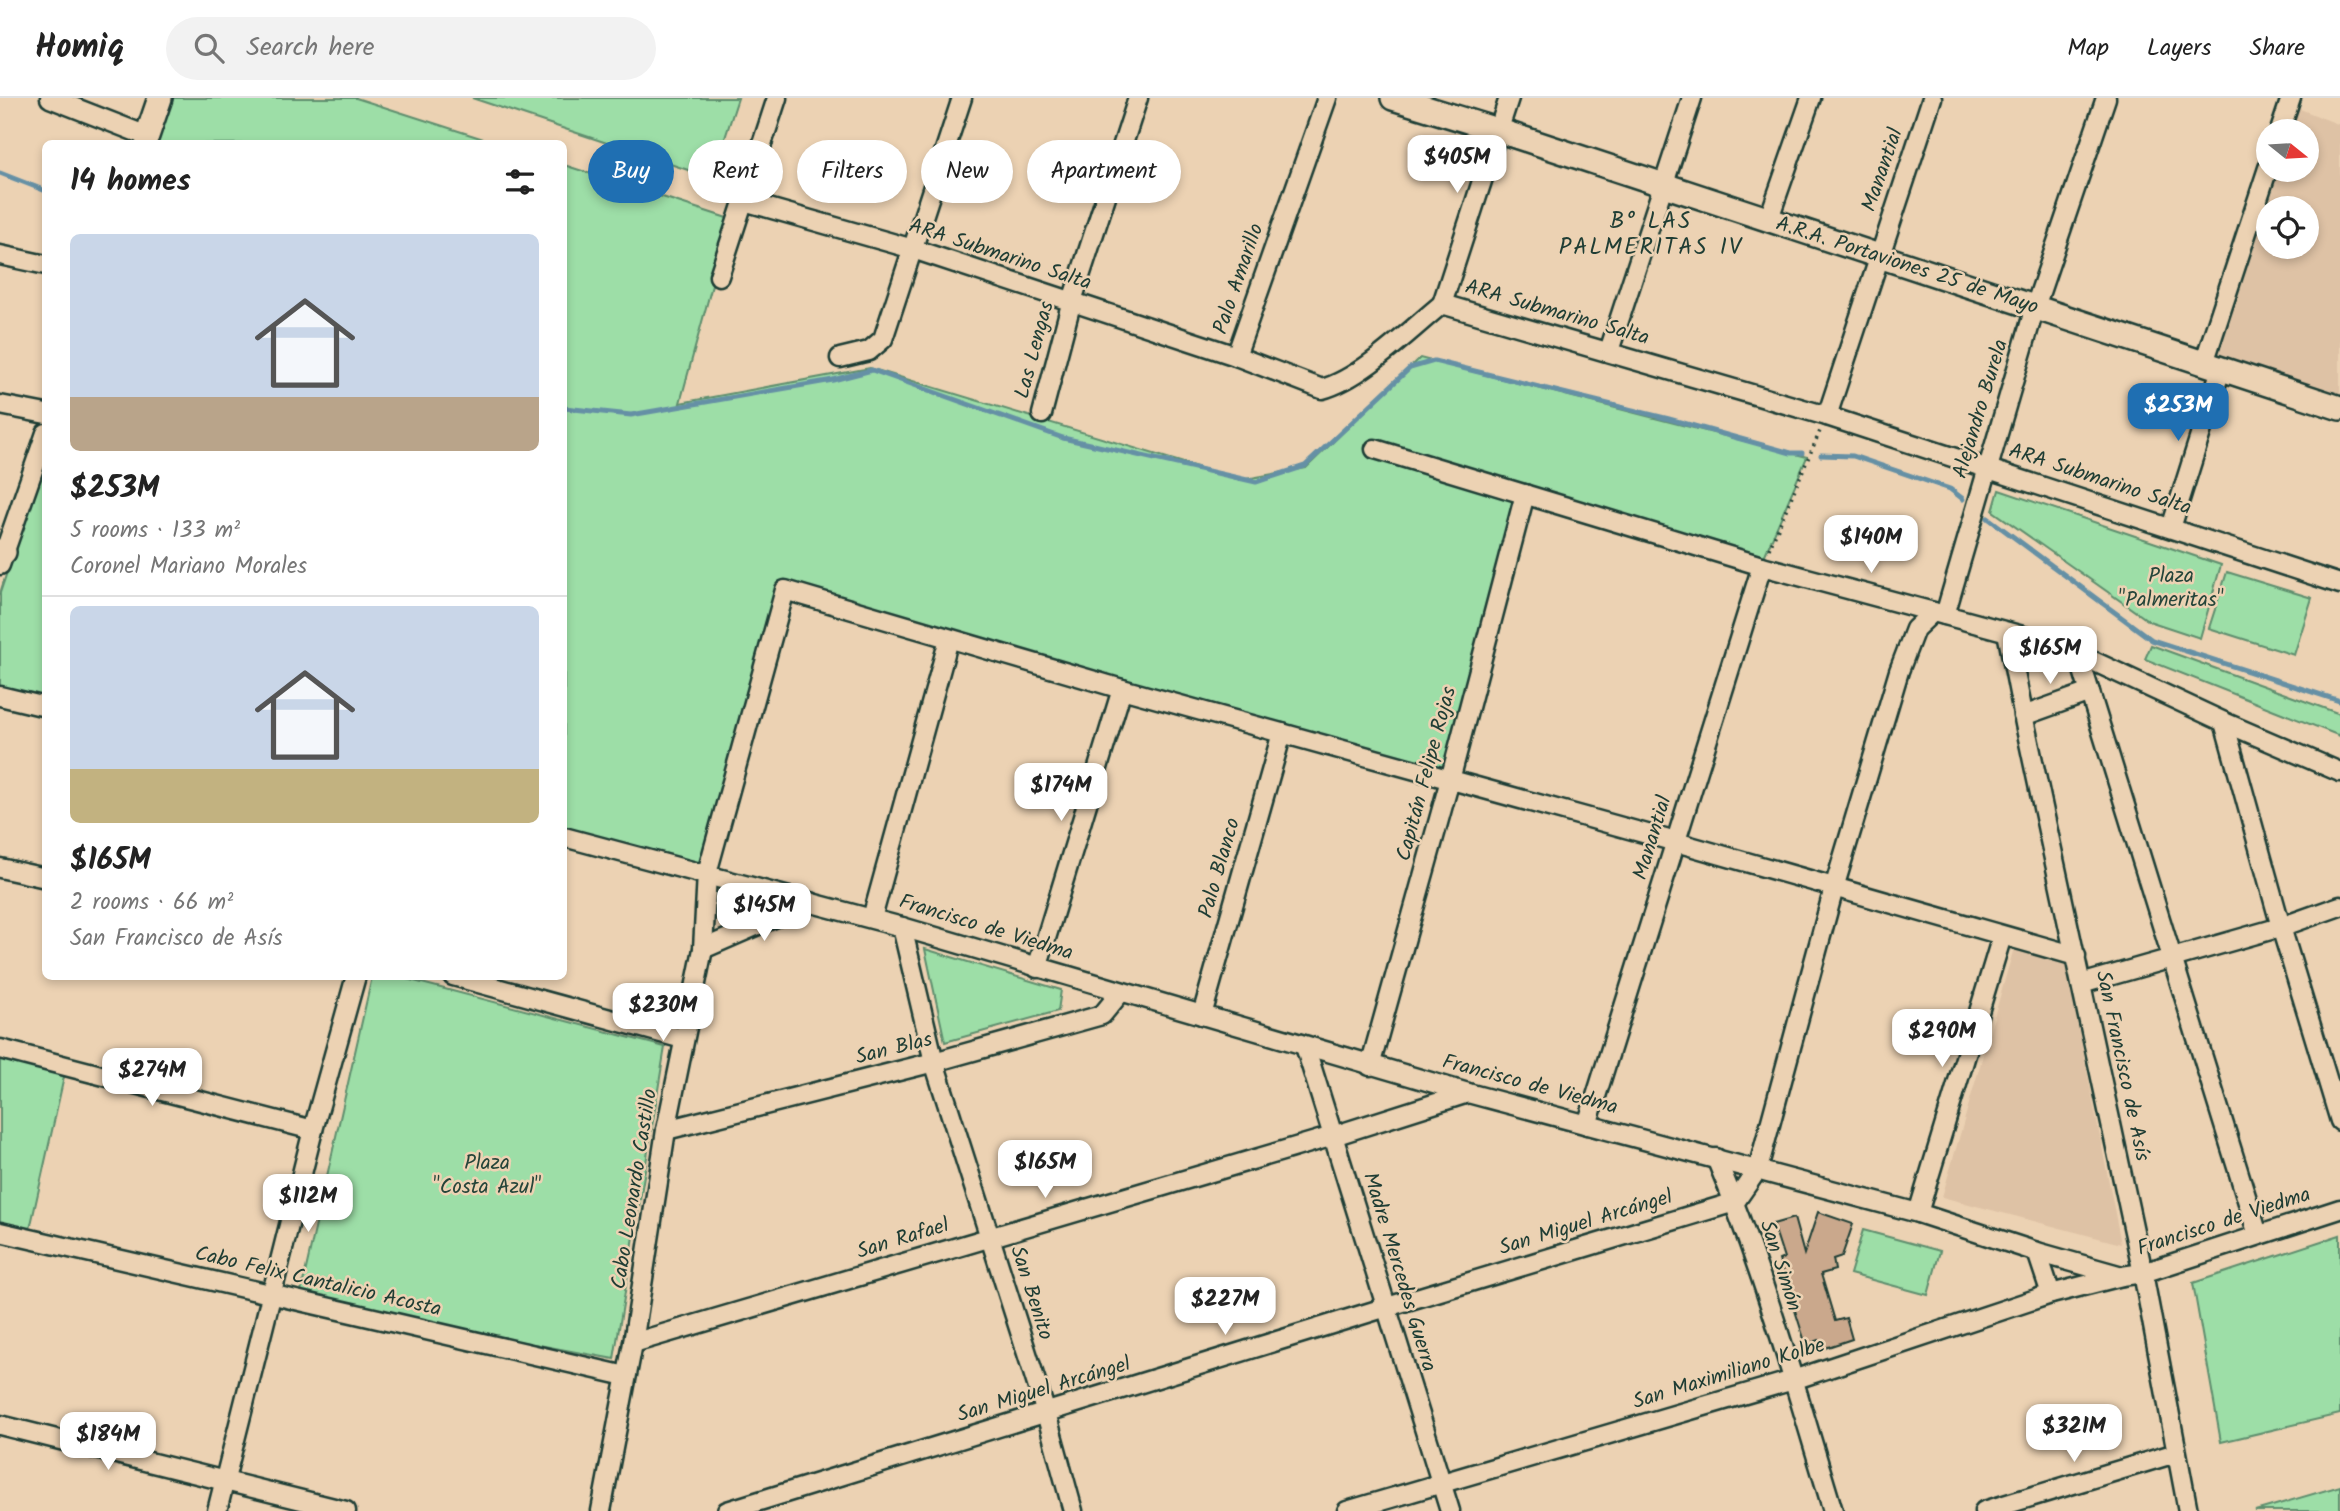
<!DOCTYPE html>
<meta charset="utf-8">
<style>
:root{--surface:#fff;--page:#f2f2f2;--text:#222;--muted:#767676;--line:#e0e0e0;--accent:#1f6fb2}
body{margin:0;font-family:Kalam,sans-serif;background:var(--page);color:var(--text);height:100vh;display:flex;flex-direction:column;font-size:26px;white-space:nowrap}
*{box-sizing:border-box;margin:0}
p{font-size:23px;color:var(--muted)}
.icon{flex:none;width:38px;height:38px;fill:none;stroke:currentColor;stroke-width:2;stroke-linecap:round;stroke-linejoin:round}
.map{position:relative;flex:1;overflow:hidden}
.sheet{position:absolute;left:42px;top:42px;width:525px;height:840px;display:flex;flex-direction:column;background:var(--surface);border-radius:10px;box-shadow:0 4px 10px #0003}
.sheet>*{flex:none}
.guide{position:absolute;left:588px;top:42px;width:665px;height:63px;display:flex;gap:14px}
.needle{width:46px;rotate:108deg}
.buttons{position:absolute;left:2256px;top:21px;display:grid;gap:14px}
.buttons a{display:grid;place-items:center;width:63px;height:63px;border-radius:50%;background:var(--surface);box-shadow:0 4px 10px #0003;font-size:35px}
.price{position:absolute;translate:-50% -60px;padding:0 16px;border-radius:14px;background:#fff;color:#222;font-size:23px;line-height:46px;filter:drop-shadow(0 2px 4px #0008)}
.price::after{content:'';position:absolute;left:50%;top:42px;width:21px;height:16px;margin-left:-10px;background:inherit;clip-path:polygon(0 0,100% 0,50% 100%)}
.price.current{background:var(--accent);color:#fff}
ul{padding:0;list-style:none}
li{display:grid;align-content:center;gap:14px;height:371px;padding:0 28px}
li+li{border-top:2px solid var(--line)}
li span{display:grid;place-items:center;height:217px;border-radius:10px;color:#555}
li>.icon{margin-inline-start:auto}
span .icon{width:126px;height:126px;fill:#fffc;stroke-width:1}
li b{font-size:30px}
h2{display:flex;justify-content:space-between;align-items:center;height:84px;padding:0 28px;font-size:30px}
.chip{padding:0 24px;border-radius:32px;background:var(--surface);box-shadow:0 4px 10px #0003;font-size:24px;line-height:63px}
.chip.current{background:var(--accent);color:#fff}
header{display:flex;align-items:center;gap:42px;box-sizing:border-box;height:98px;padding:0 35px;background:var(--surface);border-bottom:2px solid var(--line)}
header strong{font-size:33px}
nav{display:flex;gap:38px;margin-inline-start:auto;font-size:24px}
.search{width:490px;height:63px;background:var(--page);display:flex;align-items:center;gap:18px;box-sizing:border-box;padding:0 24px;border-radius:38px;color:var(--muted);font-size:26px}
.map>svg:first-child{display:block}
.built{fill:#dec2a5;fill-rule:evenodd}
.green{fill:#9ddea7;stroke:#5e8e6e;stroke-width:2}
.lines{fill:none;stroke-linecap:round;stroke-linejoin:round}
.stream{stroke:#6590a5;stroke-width:5}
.building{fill:#caa88c;stroke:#1f3d34;stroke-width:2}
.minor-casing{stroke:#1f3d34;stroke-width:23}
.tertiary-casing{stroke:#1f3d34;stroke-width:28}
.path{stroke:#1f3d34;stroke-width:3.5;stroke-dasharray:2 5;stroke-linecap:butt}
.minor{stroke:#ecd2b3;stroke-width:18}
.tertiary{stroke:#ecd2b3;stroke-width:23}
.labels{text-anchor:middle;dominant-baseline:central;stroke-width:5;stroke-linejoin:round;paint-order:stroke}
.street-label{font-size:21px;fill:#1f3d34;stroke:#ecd2b3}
.park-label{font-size:21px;fill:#25453a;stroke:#ecd2b3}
.neighbourhood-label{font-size:23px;letter-spacing:2px;fill:#1f3d34;stroke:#ecd2b3}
</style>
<header>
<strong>Homiq</strong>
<div class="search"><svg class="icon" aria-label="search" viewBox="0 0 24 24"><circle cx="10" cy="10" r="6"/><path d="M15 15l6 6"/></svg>Search here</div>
<nav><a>Map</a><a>Layers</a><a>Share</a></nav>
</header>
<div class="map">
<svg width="2340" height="1413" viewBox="0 0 2340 1413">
<rect width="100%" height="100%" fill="#ecd2b3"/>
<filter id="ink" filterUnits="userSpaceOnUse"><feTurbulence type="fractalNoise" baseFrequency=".0143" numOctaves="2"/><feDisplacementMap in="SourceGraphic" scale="14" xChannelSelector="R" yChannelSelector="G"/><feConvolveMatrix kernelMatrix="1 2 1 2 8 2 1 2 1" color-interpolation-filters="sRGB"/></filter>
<g filter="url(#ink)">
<!-- built -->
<g class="built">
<path d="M2295 9 2340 27V308L2205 263 2273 72H2306V33H2286ZM2268 110H2306V149H2268Z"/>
<path d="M2014 850 2066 865 2121 1146 1942 1099Z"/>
</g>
<!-- green -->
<g class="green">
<path d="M169 0H356L496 45 153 46Z"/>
<path d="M472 0H738L712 80Z"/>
<path d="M564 67 730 121 680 305 870 270 1240 382 1306 370 1420 260 1807 359 1761 466 1525 395 1446 675 784 490 706 774 564 737Z"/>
<path d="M45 361V604L0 593V495Z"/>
<path d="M1999 392 2221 467 2200 540 2149 523 1993 413Z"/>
<path d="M2227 474 2312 500 2294 557 2209 530Z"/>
<path d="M2151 547 2340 616V638L2145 561Z"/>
<path d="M925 851 1061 892 1058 913 945 944Z"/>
<path d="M372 879H399L665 949 614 1261 299 1202Z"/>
<path d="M0 953 66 970 28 1140 0 1133Z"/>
<path d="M1863 1132 1940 1153 1928 1197 1850 1176Z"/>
<path d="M2340 1137V1316L2221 1344 2193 1185Z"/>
<path d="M2340 1388V1413H2255Z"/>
</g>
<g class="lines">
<!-- stream -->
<g class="stream">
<path d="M0 75 46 93"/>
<path d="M564 310 631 317 833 282 872 272 1063 340 1256 384 1305 368 1410 270 1434 263 1669 321 1791 355H1802"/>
<path d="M1821 357 1853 358 1950 391 1963 401"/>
<path d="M1988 420 2152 542 2340 603"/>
</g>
</g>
<!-- building -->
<path class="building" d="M1818 1114 1853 1126 1842 1158 1833 1161 1835 1172 1821 1176 1835 1223 1846 1220 1852 1241 1822 1251 1819 1242 1806 1247 1779 1162 1784 1160 1773 1126 1794 1120 1804 1156Z"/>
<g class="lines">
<!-- minor casing -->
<g class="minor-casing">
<g id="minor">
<path d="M50 0 147 38 145 46"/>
<path d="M2280 33 2291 0"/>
<path d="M744 103 913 151 1236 258 1322 291C1361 281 1410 232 1442 206L1827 318 2340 486"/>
<path d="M1768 123 1811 0"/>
<path d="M0 157 46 167"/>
<path d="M719 178 777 0"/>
<path d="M1442 206 1509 0"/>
<path d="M1609 253 1692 0"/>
<path d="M1236 258 1327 0"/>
<path d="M840 260 869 253 883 241 962 0"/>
<path d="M2204 265 2268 70"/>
<path d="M0 307 46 316"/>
<path d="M1042 316 1071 206 1138 0"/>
<path d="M1827 318 1932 0"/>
<path d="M1375 351 1762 468 2049 545 2078 556 2224 624 2340 674"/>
<path d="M2171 430 2221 271"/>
<path d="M0 467 46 335"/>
<path d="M1945 517 2035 209 2106 0"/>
<path d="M2007 534 2025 626 2143 1175 2188 1413"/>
<path d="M2078 556 2258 1137"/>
<path d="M0 598 46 609"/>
<path d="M2023 618 2090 594"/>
<path d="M2224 624 2281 829 2340 1023"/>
<path d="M564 739 902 829 1468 995 1918 1115 2037 1154 2122 1178 2143 1175 2340 1111"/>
<path d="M0 770 46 780"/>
<path d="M872 820 949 541"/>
<path d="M902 829 934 964 1046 1315 1073 1413"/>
<path d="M703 851 811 804"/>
<path d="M1037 870 1122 591"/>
<path d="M453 878 683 941"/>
<path d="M2081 886 2281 829 2340 808"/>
<path d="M1202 917 1282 635"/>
<path d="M1305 948 1450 1413"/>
<path d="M0 951 313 1032"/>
<path d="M1370 968 1450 682 1525 396"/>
<path d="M1587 1027 1762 468"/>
<path d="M666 1032 934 964 1102 917 1121 894"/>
<path d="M1716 1060C1764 1174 1797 1295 1833 1413"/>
<path d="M1918 1115 2002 838"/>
<path d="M0 1134 626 1278"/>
<path d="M2037 1154 2051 1196"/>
<path d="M633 1245 1333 1038 1468 995"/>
<path d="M0 1327 346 1413"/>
<path d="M217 1413 313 1032 356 878"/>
<path d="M601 1413 633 1245 666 1032 703 851 707 775 785 492 1122 591 1676 744 2076 858"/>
<path d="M727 1413 1387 1209 1735 1104 1758 1071 1834 790 1899 573 1915 531 1933 514"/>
<path d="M1347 1413 1793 1282 2051 1196 2122 1178"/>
<path d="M1984 1413 2176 1355"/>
</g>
</g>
<!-- tertiary casing -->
<g class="tertiary-casing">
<g id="tertiary">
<path d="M1393 0 1497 32 2340 310"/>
<path d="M147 38 160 0"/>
<path d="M0 453 4 454"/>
</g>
</g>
<!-- path -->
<path class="path" d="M1769 451 1820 333"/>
<!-- minor -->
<use href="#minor" class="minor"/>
<!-- tertiary -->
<use href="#tertiary" class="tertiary"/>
</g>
</g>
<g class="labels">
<!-- street labels -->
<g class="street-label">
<text transform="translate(1883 72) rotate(-71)">Manantial</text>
<text transform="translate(1000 157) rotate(18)">ARA Submarino Salta</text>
<text transform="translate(1907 168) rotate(18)">A.R.A. Portaviones 25 de Mayo</text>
<text transform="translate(1239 181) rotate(-71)">Palo Amarillo</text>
<text transform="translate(1557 215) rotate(16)">ARA Submarino Salta</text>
<text transform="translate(1035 252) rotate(-75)">Las Lengas</text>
<text transform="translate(1981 311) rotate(-73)">Alejandro Burela</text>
<text transform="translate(2100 382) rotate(18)">ARA Submarino Salta</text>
<text transform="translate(1427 676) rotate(-75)">Capitán Felipe Rojas</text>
<text transform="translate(1653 740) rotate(-73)">Manantial</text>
<text transform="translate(1220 770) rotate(-74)">Palo Blanco</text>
<text transform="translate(986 830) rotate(17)">Francisco de Viedma</text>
<text transform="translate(894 951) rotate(-14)">San Blas</text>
<text transform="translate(2122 968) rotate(78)">San Francisco de Asís</text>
<text transform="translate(1530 987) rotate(15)">Francisco de Viedma</text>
<text transform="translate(635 1091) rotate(-81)">Cabo Leonardo Castillo</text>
<text transform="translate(2224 1124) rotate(-18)">Francisco de Viedma</text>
<text transform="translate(1586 1125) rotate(-17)">San Miguel Arcángel</text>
<text transform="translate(903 1141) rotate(-17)">San Rafael</text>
<text transform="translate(1780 1168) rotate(72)">San Simón</text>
<text transform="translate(1399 1174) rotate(73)">Madre Mercedes Guerra</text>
<text transform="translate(318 1184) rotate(13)">Cabo Felix Cantalicio Acosta</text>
<text transform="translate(1031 1195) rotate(72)">San Benito</text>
<text transform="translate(1729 1276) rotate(-17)">San Maximiliano Kolbe</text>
<text transform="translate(1044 1292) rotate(-17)">San Miguel Arcángel</text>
</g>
<!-- park labels -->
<g class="park-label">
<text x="2171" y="478">Plaza<tspan x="2171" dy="24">"Palmeritas"</tspan></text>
<text x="487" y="1065">Plaza<tspan x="487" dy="24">"Costa Azul"</tspan></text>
</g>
<!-- neighbourhood labels -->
<g class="neighbourhood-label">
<text x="1651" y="124">B° LAS<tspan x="1651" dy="26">PALMERITAS IV</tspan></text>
</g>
</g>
</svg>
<div class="buttons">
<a><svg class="needle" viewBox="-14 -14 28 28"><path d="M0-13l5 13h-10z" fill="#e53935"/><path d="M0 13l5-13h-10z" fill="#767676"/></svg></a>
<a><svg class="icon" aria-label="locate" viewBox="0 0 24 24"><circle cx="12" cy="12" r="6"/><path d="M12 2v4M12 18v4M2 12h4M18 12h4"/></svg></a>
</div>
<b class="price" style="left:1457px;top:97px">$405M</b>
<b class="price current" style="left:2178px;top:345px">$253M</b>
<b class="price" style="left:1871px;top:477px">$140M</b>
<b class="price" style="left:2050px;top:588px">$165M</b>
<b class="price" style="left:1061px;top:725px">$174M</b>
<b class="price" style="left:764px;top:845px">$145M</b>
<b class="price" style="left:663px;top:945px">$230M</b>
<b class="price" style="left:1942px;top:971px">$290M</b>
<b class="price" style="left:152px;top:1010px">$274M</b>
<b class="price" style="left:1045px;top:1102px">$165M</b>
<b class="price" style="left:308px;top:1136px">$112M</b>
<b class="price" style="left:1225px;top:1239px">$227M</b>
<b class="price" style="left:2074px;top:1366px">$321M</b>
<b class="price" style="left:108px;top:1374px">$184M</b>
<div class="guide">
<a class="chip current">Buy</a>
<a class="chip">Rent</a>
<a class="chip">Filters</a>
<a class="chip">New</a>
<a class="chip">Apartment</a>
</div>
<section class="sheet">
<h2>14 homes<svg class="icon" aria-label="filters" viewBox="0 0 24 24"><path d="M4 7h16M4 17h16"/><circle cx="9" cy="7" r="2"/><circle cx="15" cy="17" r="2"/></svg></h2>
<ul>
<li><span style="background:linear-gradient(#c9d6e8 75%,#b9a48a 0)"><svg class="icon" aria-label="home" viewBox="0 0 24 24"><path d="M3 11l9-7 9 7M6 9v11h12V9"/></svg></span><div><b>$253M</b><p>5 rooms · 133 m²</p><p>Coronel Mariano Morales</p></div></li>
<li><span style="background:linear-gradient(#c9d6e8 75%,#c2b280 0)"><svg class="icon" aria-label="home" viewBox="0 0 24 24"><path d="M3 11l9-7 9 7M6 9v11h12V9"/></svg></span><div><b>$165M</b><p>2 rooms · 66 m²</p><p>San Francisco de Asís</p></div></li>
</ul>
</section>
</div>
____________
## EXERCISE BRIEF
Extract each line from the listing that holds the word "position".

## SOLUTION
.map{position:relative;flex:1;overflow:hidden}
.sheet{position:absolute;left:42px;top:42px;width:525px;height:840px;display:flex;flex-direction:column;background:var(--surface);border-radius:10px;box-shadow:0 4px 10px #0003}
.guide{position:absolute;left:588px;top:42px;width:665px;height:63px;display:flex;gap:14px}
.buttons{position:absolute;left:2256px;top:21px;display:grid;gap:14px}
.price{position:absolute;translate:-50% -60px;padding:0 16px;border-radius:14px;background:#fff;color:#222;font-size:23px;line-height:46px;filter:drop-shadow(0 2px 4px #0008)}
.price::after{content:'';position:absolute;left:50%;top:42px;width:21px;height:16px;margin-left:-10px;background:inherit;clip-path:polygon(0 0,100% 0,50% 100%)}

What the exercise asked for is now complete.